## WHAT YOU HAVE TO DO
The answer must consist only of the lines from the line with "5q4-4 8 0t8" to the line with "<!-- building -->", both included, exactly as they stand below.

## EXTRACTED ENTRIES
=====

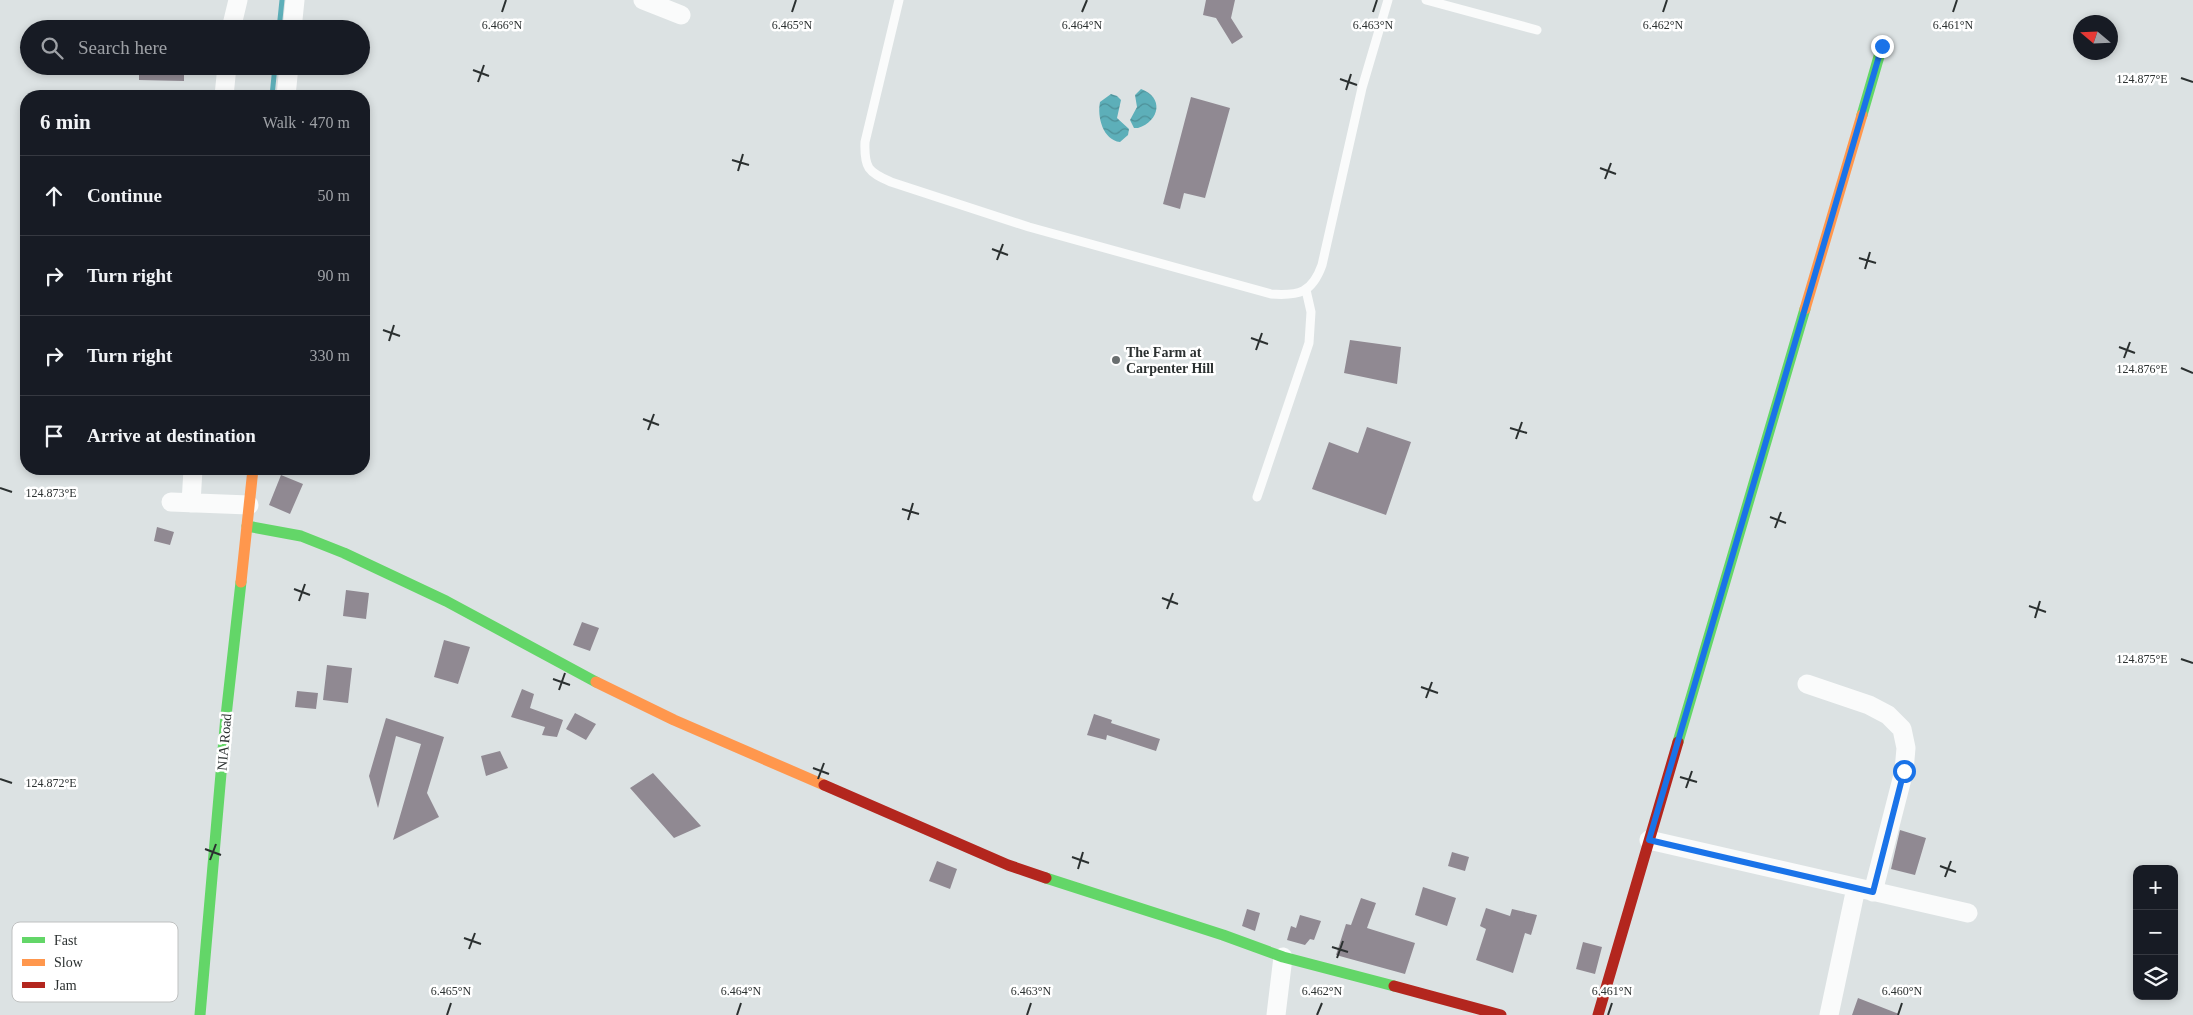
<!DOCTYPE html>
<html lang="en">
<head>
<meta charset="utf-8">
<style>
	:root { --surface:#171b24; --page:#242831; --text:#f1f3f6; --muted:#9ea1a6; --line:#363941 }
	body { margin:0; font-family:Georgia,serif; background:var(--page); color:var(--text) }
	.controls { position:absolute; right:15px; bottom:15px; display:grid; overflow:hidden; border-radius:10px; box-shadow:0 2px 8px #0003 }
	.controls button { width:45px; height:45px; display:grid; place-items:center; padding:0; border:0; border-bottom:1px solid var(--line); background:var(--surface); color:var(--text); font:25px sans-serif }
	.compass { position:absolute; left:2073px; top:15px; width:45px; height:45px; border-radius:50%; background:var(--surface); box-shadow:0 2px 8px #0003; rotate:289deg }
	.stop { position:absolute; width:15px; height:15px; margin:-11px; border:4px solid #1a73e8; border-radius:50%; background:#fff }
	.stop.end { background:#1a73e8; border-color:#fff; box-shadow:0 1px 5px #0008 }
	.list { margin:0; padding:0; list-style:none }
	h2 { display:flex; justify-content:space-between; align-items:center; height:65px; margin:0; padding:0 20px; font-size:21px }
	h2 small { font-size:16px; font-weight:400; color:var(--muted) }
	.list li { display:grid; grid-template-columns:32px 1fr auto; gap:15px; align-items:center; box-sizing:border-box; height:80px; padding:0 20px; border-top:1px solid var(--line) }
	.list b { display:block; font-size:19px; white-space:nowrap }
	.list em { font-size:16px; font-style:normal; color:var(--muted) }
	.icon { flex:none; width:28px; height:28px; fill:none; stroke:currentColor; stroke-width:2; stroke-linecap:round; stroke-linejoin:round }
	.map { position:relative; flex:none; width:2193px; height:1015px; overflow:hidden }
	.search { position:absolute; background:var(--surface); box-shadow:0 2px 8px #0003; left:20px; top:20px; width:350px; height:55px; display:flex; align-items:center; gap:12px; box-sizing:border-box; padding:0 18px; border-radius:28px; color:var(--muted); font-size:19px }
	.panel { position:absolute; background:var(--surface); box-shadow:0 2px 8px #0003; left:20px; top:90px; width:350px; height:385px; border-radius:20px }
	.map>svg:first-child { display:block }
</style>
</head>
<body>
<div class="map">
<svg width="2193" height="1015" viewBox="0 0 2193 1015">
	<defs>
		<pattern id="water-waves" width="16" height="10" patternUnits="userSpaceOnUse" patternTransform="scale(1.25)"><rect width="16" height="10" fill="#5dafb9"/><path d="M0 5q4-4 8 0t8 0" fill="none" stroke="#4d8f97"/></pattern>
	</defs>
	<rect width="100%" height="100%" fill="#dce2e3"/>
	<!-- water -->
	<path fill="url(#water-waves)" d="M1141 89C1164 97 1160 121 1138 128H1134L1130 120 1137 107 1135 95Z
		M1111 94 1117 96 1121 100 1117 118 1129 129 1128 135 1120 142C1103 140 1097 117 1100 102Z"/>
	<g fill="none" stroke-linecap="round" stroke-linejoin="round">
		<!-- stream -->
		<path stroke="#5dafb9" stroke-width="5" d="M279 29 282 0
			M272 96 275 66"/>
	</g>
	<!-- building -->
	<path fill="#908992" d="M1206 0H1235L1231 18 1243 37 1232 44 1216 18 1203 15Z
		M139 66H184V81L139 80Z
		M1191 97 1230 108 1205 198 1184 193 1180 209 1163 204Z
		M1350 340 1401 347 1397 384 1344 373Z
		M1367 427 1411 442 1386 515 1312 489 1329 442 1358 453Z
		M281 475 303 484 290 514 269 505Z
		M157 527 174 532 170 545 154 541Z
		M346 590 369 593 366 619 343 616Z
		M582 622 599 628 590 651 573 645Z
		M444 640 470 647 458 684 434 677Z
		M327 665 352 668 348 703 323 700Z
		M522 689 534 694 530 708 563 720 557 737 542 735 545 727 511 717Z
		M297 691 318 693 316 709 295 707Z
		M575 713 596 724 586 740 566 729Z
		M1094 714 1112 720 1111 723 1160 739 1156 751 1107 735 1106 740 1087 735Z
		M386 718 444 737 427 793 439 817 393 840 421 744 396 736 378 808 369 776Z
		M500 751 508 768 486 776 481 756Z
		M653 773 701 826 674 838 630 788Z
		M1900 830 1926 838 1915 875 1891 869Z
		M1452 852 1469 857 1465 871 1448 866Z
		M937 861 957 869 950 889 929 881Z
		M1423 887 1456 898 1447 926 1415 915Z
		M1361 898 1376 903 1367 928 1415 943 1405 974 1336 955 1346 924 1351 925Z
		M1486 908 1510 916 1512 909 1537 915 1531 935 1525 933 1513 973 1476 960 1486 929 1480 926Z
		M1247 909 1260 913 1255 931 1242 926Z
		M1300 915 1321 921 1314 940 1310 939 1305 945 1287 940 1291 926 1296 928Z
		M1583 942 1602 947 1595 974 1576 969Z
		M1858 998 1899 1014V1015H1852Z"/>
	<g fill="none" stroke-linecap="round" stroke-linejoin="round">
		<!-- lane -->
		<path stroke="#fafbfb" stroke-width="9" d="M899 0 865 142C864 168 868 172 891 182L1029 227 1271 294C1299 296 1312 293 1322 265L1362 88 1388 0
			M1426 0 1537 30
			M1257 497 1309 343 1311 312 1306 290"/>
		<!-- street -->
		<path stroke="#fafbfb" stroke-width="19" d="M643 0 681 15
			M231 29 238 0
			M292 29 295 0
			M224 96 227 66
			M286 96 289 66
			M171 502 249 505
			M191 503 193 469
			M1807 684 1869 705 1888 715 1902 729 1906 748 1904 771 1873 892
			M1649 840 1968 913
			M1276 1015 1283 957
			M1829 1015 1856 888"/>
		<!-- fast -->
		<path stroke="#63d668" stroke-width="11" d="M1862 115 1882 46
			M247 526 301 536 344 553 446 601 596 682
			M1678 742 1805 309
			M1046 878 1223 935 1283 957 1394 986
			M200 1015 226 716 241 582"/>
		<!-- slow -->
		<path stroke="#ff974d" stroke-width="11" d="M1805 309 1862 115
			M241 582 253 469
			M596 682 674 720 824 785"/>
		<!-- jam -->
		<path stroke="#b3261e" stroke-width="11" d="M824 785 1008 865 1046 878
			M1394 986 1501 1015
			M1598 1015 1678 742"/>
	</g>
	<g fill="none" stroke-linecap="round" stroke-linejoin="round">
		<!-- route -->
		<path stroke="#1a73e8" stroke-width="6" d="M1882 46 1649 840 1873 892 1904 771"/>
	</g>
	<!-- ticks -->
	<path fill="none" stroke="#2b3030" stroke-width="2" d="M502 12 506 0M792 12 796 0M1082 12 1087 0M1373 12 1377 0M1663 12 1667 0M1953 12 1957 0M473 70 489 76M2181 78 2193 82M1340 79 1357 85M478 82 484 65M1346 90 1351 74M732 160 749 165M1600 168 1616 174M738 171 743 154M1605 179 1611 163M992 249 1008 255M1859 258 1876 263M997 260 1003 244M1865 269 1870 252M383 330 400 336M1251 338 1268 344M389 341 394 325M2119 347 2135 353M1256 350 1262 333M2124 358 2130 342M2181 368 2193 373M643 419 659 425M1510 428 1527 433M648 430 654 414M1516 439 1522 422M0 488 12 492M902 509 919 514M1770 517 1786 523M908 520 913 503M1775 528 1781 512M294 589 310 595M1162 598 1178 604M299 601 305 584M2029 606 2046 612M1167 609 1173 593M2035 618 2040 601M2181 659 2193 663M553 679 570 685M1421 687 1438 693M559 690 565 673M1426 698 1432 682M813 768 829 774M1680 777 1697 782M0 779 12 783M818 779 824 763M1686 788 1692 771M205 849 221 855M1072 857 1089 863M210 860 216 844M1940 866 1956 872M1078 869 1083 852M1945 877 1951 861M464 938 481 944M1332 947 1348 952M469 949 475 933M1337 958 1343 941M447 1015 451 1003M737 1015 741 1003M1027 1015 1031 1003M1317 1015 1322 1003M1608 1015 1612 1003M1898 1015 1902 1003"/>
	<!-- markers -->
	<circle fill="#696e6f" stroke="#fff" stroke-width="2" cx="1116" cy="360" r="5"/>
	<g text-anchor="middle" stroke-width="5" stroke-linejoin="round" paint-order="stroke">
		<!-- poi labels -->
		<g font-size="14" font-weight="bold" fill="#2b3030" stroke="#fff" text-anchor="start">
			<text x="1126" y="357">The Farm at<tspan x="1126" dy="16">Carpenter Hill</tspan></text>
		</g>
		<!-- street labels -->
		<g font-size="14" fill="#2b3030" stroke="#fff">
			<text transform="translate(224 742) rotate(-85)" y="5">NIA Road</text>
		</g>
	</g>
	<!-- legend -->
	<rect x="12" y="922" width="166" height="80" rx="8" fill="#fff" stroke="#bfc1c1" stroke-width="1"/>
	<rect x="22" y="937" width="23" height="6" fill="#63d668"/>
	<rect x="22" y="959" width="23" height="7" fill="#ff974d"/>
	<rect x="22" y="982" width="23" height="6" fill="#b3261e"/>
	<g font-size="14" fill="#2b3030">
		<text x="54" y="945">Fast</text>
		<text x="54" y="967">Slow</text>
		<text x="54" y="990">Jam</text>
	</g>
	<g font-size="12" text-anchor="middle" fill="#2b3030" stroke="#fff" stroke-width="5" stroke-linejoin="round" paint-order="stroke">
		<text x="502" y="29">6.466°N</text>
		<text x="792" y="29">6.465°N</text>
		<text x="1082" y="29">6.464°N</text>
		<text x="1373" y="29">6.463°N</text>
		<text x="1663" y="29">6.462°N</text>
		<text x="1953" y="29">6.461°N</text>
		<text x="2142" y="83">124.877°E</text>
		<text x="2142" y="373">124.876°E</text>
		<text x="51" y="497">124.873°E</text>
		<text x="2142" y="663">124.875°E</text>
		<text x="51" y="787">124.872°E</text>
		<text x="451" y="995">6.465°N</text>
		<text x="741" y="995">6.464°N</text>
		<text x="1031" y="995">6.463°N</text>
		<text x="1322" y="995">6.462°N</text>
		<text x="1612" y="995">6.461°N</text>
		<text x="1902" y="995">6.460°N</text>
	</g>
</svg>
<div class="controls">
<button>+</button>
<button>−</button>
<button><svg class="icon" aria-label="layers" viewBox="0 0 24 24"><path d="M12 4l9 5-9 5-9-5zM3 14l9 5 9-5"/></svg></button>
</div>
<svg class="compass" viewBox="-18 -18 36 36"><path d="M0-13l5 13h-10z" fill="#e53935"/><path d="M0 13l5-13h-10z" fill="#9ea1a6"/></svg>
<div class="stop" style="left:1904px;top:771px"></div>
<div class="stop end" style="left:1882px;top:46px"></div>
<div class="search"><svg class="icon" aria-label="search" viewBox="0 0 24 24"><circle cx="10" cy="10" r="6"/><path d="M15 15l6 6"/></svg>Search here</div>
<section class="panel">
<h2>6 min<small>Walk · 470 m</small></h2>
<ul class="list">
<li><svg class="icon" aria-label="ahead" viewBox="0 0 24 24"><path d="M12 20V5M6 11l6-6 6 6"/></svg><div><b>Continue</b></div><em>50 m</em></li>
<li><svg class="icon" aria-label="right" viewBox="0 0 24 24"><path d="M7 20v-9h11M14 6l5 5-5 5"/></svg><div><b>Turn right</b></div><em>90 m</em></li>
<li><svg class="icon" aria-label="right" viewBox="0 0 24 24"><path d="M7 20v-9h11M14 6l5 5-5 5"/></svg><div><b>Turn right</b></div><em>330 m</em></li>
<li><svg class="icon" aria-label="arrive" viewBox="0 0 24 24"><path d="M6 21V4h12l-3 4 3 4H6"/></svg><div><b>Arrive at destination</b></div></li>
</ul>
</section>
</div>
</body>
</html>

=====

## RESPONSE BELOW
		<pattern id="water-waves" width="16" height="10" patternUnits="userSpaceOnUse" patternTransform="scale(1.25)"><rect width="16" height="10" fill="#5dafb9"/><path d="M0 5q4-4 8 0t8 0" fill="none" stroke="#4d8f97"/></pattern>
	</defs>
	<rect width="100%" height="100%" fill="#dce2e3"/>
	<!-- water -->
	<path fill="url(#water-waves)" d="M1141 89C1164 97 1160 121 1138 128H1134L1130 120 1137 107 1135 95Z
		M1111 94 1117 96 1121 100 1117 118 1129 129 1128 135 1120 142C1103 140 1097 117 1100 102Z"/>
	<g fill="none" stroke-linecap="round" stroke-linejoin="round">
		<!-- stream -->
		<path stroke="#5dafb9" stroke-width="5" d="M279 29 282 0
			M272 96 275 66"/>
	</g>
	<!-- building -->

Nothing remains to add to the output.